Por los ojos, efectivamente, entraba el primer verso. Ellos fueron los supremos hacedores que iniciaron su tristeza
Enemigo de dudas religiosas, pero amigo de tinieblas terrenales, fue Ramón López Velarde en sus íntimos procesos de creación poética. Una amarga soledad y una inconsolada penumbra en que destacan las figuras y los recuerdos que han de ayudar al dibujado dintorno de su poesía, renacen cotidianamente evocadas al correr de sus trabajos literarios.
Su verso no fue regido sólo por insatisfacción, desilusión ante un mundo que ya hecho le resultó ajeno al mundo por él imaginado, sino que en la lucidez misma de su sentimiento, de donde arrancaba su poesía, López Velarde previó un desajuste que sólo podría ser salvado, desde la soledad en que se movió, con la presencia en carne y hueso de esa obsesiva compañera que, desde la muerte de Josefa de los Ríos -su inolvidable Fuensanta-, jamás cruzó el umbral de su imaginación.
En tinieblas vivía el hombre, de manera que la «zozobra», prefigurada y presentida en su primer libro, proviene en su conciencia de la angustia de estar solo; más claramente, de la amargura de vivir sin mujer, incompleto, preso dentro de su desolación:
Dios, que me ve que sin mujer no atino...

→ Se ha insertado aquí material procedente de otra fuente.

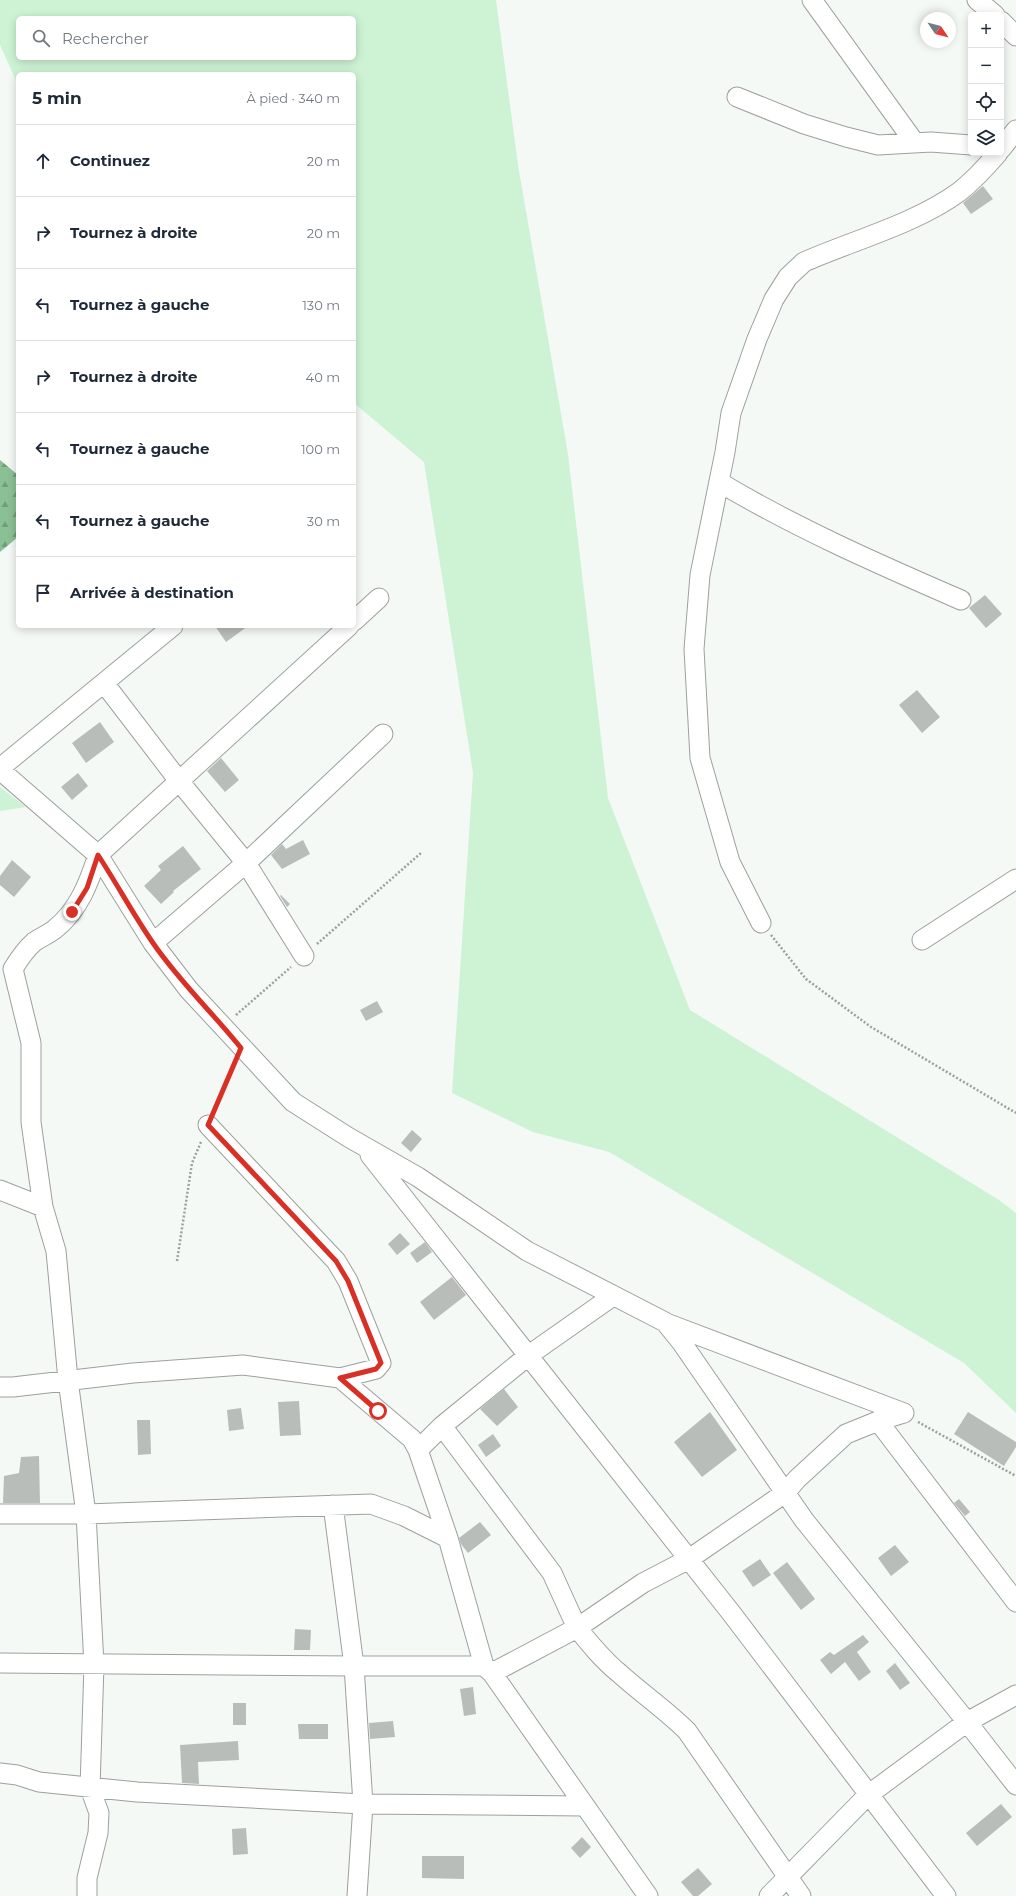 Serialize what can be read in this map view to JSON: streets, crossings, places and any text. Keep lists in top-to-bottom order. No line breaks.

Porque en lo hondo de su espíritu la única compañía inseparable fue su propia soledad. De ahí que, cuando evoca la figura femenina, elogia algo que apenas podría manejar entre sus manos, habla casi siempre de una posibilidad, de una materia abatible por sus sentidos. La insatisfacción de sus originales deseos, la inviolable presencia de las doncellas que tanto recuerda y una muy precisa habilidad poética para ensalzar las formas agradables a sus ojos, cavaron en su alma el pozo que, entre lágrimas y rezos, fue su generoso compañero.
De ningún poeta nuestro siento tan cerca ese privado responso que a sí mismo se designa el poeta jerezano. Si la sensualidad significa sufrimiento, en Ramón López Velarde se complica y a la vez se castiga por una aspiración religiosa que le veda emplear diversas expresiones que no sean las puramente poéticas.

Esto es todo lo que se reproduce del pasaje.